Overview of HomeLending Schema Architecture
Before we begin the dive into
the details of the various schema design strategies that we'll use to
protect sensitive data in the HomeLending database, it's worth taking a "big picture" look at the schema design that we plan to implement, as shown in Figure 1.
This figure illustrates three of the four design strategies that we'll cover in this article:
The third normal form level of normalization that is applied to the schema architecture of the HomeLending database.
The introduction of the Income_Schema database object schema, to house the sensitive Borrower_Income table, and its relationship to the tables in the default database object schema (dbo).
The implementation of a linked server for the Credit_Report data.
It is worth noting, in regard to the introduction of the Income_Schema
database object schema, that in reality we would probably extend this
concept, for example creating a "Borrower" database object schema for
the borrower tables rather than have all the remaining tables in the dbo schema.

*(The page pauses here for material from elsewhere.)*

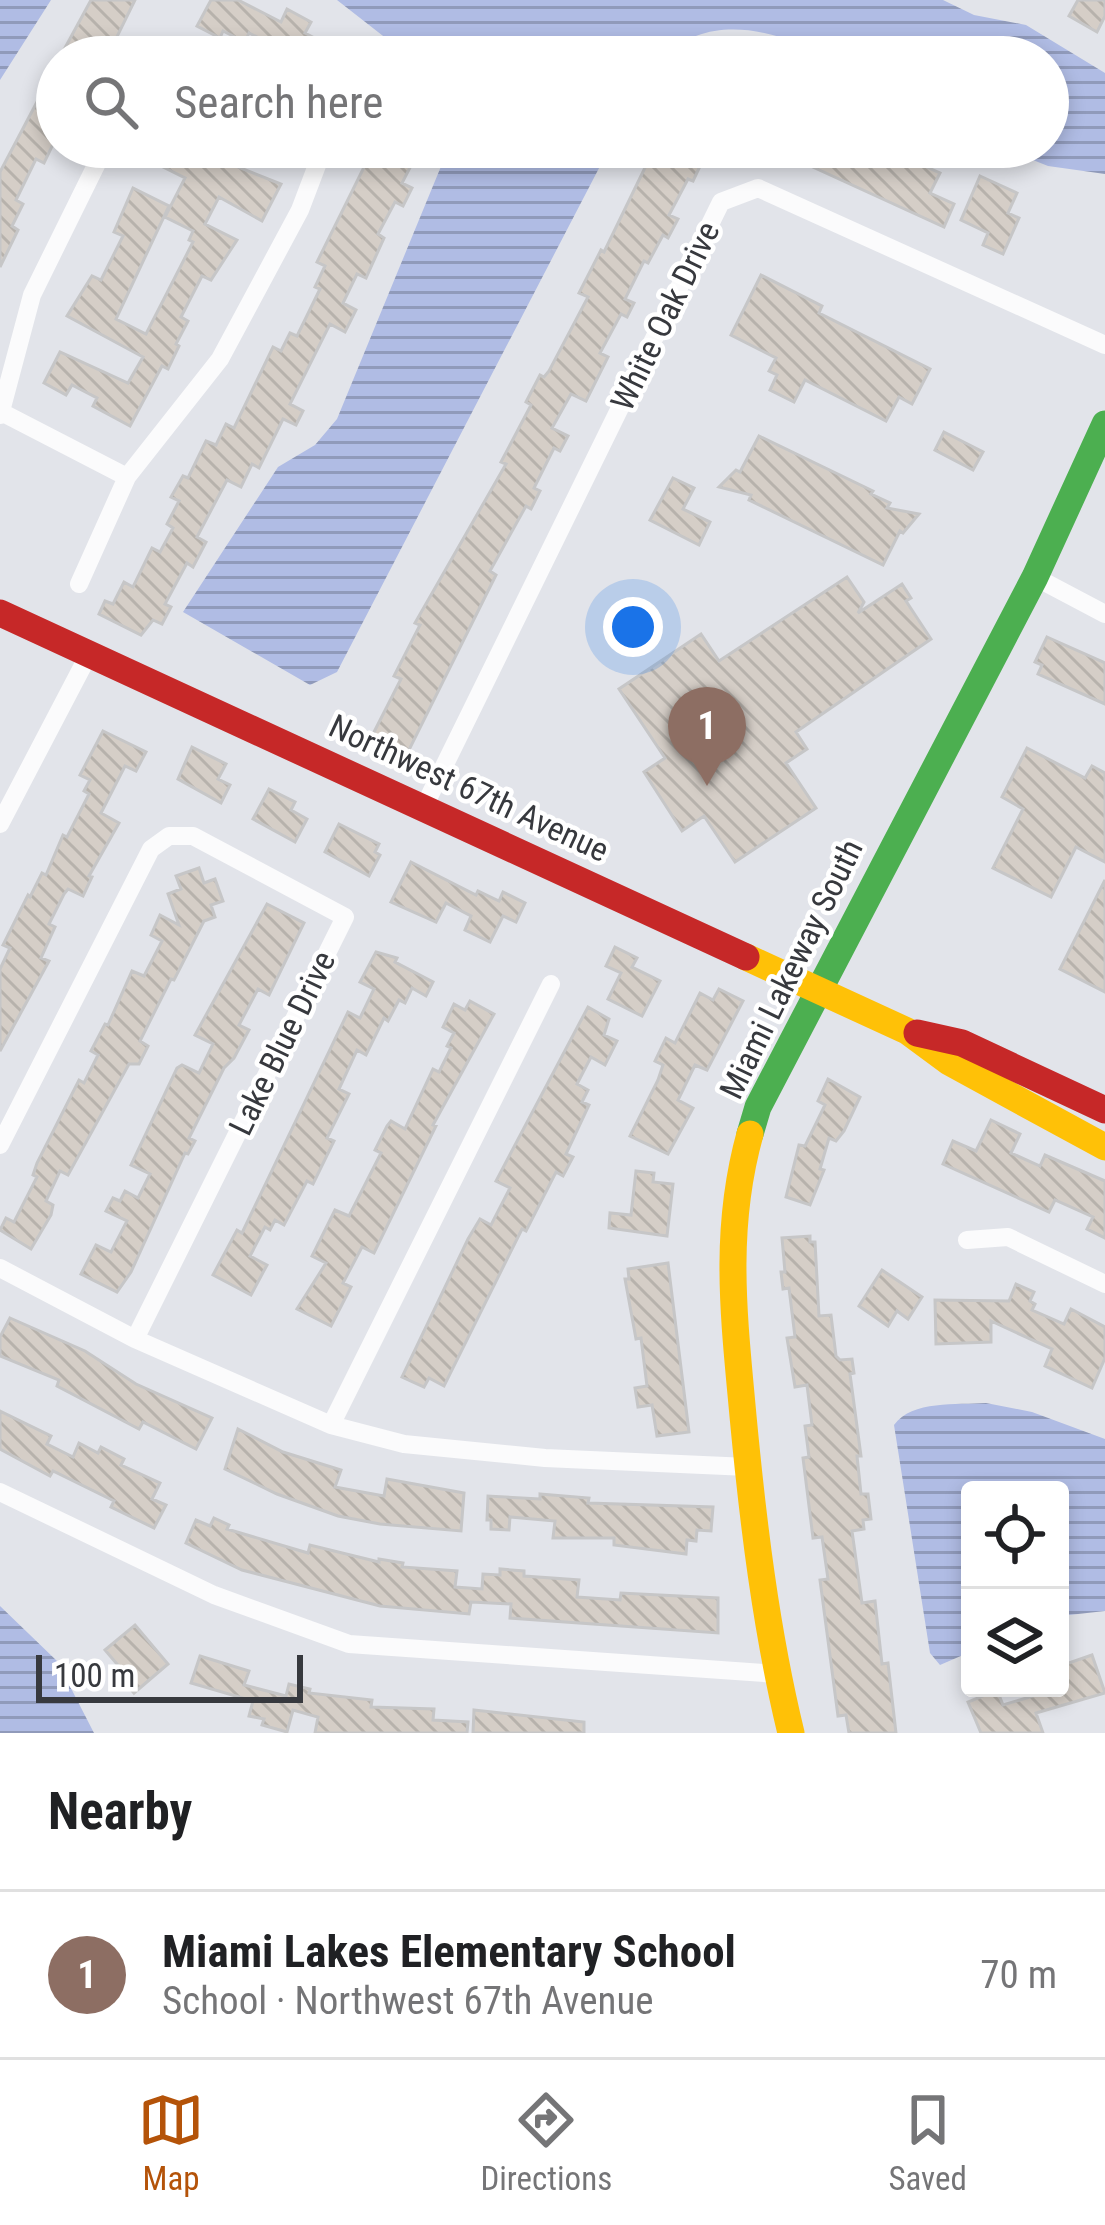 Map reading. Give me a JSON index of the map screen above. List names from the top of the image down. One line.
{"streets":{"main road":["Northwest 67th Avenue","Miami Lakeway South"],"street":["White Oak Drive","Lake Blue Drive"]},"crossings":[["White Oak Drive","Northwest 67th Avenue"],["Northwest 67th Avenue","Miami Lakeway South"]],"scale_bar":"100 m","page":{"search":"Search here","pins":"1","scale":"100 m","heading":"Nearby","list":[{"mark":"1","name":"Miami Lakes Elementary School","note":"School · Northwest 67th Avenue","value":"70 m"}],"nav":["Map","Directions","Saved"]}}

The fourth strand of our strategy, not depicted in Figure 1,
is the abstraction of the database schema, using views, in order to
simplify data queries for the end user and also prevent them from
viewing unauthorized data.
Protection via Normalization
Defining the storage
structure of data is an important step in the creation of a database.

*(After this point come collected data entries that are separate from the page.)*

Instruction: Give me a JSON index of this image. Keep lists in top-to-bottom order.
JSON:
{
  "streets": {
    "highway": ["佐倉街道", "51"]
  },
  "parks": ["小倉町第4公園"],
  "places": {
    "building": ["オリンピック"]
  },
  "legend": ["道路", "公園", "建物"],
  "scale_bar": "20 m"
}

The process of breaking up a mass "lump" of data into logical and
relational collections is called normalization.
This process defines the organization of tables, their relationship to
other tables, and the columns contained within the tables. The proper
and appropriate application of normalization is a critical component in
ensuring the integrity and confidentiality of the data.
The degree to which
normalization has been applied is measured primarily by levels of
"normal form". These levels are defined by specific criteria that must
be met by the schema design. Each of these levels is cumulative. The
higher form cannot be achieved without first meeting the criteria of the
lower forms. Since the introduction of relational databases there have
been many forms of normalization developed; but the three most common
forms of normalization are first normal form, second normal form and
third normal form. Among these common forms, the separation of data into
logical groups that is possible through third normal form provides the
highest level of protection of sensitive data. Figure 2 shows a de-normalized version of Borrower information that resides in our HomeLending database.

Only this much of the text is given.